Our goal in this section is to prove the following existence result for fiberwise cocompletions:

Theorem 9.3.4.1. Let $\mathbb {K}$ be a collection of simplicial sets and let $U: \operatorname{\mathcal{E}}\rightarrow \operatorname{\mathcal{C}}$ be an inner fibration of simplicial sets. Then there exists a commutative diagram

$\xymatrix@R =50pt@C=50pt{ \operatorname{\mathcal{E}}\ar [rr]^-{H} \ar [dr]_{U} & & \widehat{\operatorname{\mathcal{E}}} \ar [dl]^{ \widehat{U} } \\ & \operatorname{\mathcal{C}}& }$

which exhibits $\widehat{\operatorname{\mathcal{E}}}$ as a fiberwise $\mathbb {K}$-cocompletion of $\operatorname{\mathcal{E}}$ (in the sense of Definition 9.3.1.12).

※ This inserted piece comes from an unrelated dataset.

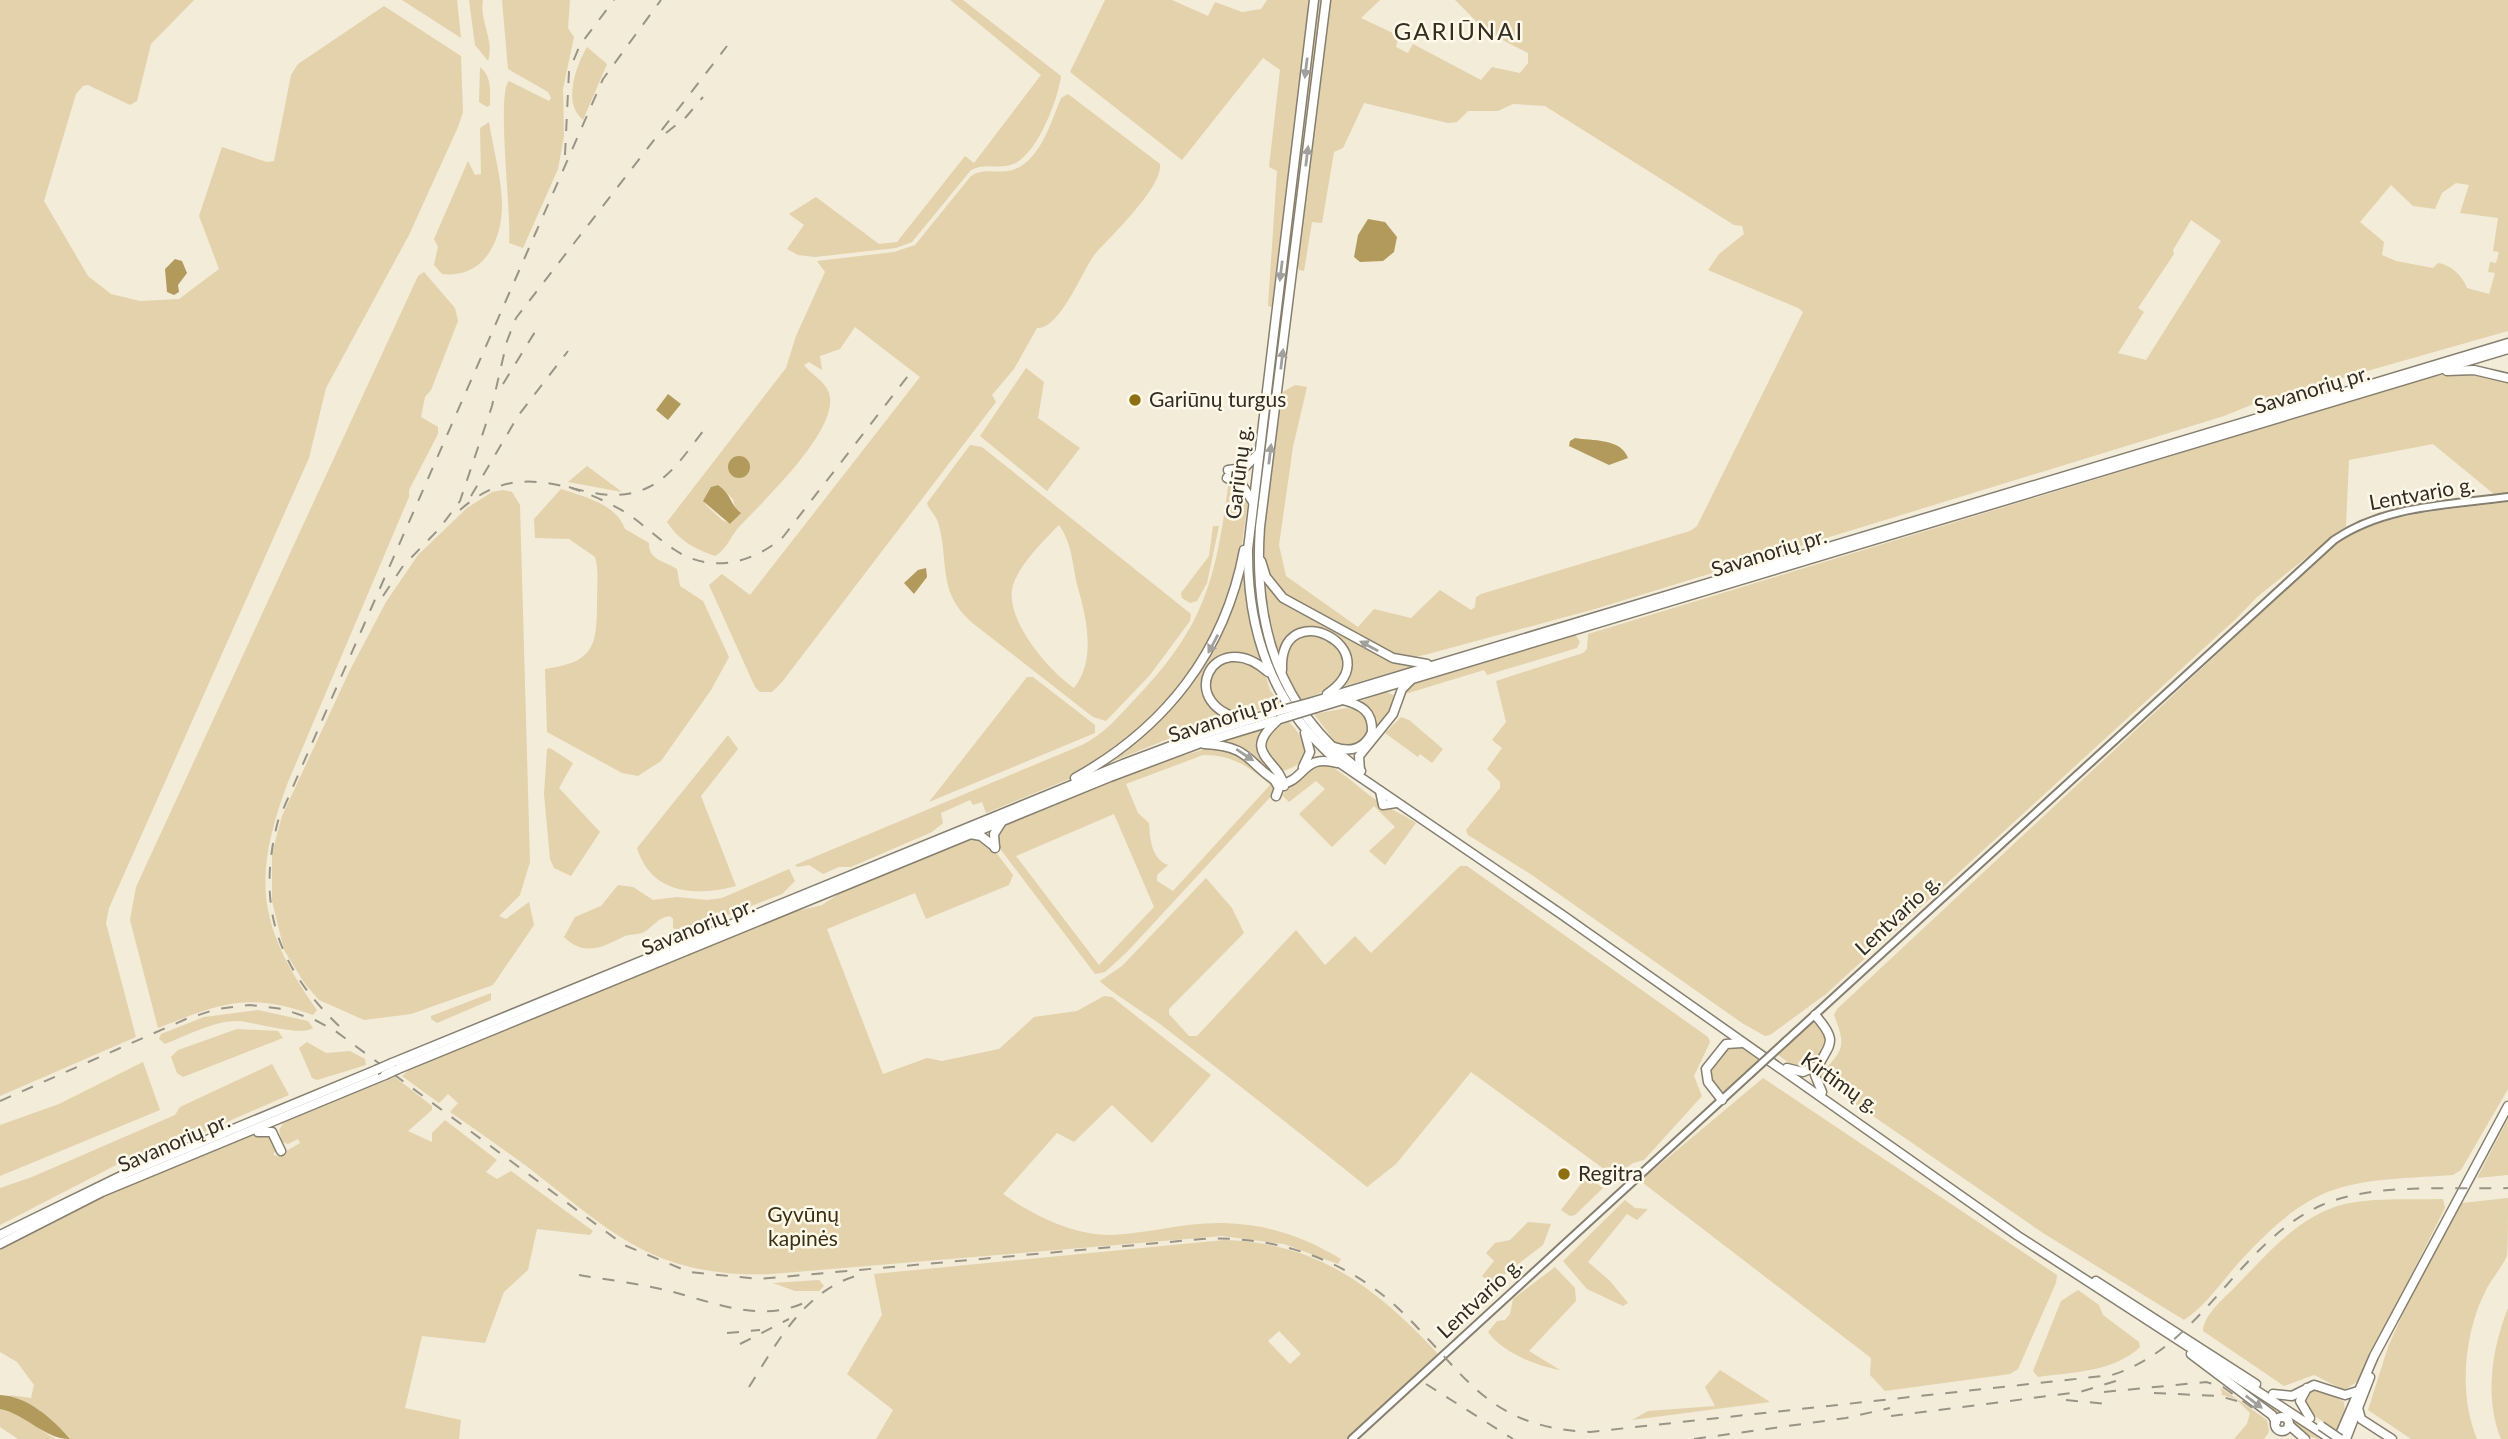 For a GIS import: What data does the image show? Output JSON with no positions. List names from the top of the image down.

Our strategy for proving Theorem 9.3.4.1 is to reduce to the special case where $U$ is a cocartesian fibration, which was treated in ยง9.3.2 (see Theorem 9.3.2.1). To carry out the reduction, we will need the following relative version of Corollary 8.4.6.10:

Lemma 9.3.4.2. Let $\mathbb {K}$ be a collection of simplicial sets, let $U': \operatorname{\mathcal{E}}' \rightarrow \operatorname{\mathcal{C}}$ be an inner fibration of simplicial sets, and and suppose we are given a commutative diagram

9.44
$$\begin{gathered}\label{equation:cocompletion-of-full-subcategory-revisited} \xymatrix@R =50pt@C=50pt{ \operatorname{\mathcal{E}}' \ar [rr]^-{H'} \ar [dr]_{U'} & & \widehat{\operatorname{\mathcal{E}}}' \ar [dl]^{ \widehat{U}' } \\ & \operatorname{\mathcal{C}}& } \end{gathered}$$

which exhibits $\widehat{\operatorname{\mathcal{E}}}'$ as a fiberwise $\mathbb {K}$-cocompletion of $\operatorname{\mathcal{E}}'$. Let $\operatorname{\mathcal{E}}$ be a full simplicial subset of $\operatorname{\mathcal{E}}'$ and let $\widehat{\operatorname{\mathcal{E}}} \subseteq \widehat{\operatorname{\mathcal{E}}}'$ be the full simplicial subset spanned by those vertices $Y$ with the following property:

• If $C = \widehat{U}'(Y)$, then $Y$ belongs to the smallest full subcategory of $\widehat{\operatorname{\mathcal{E}}}'_{C}$ which contains the essential image of $H|_{ \operatorname{\mathcal{E}}_{C} }$ and is closed under $K$-indexed colimits, for each $K \in \mathbb {K}$.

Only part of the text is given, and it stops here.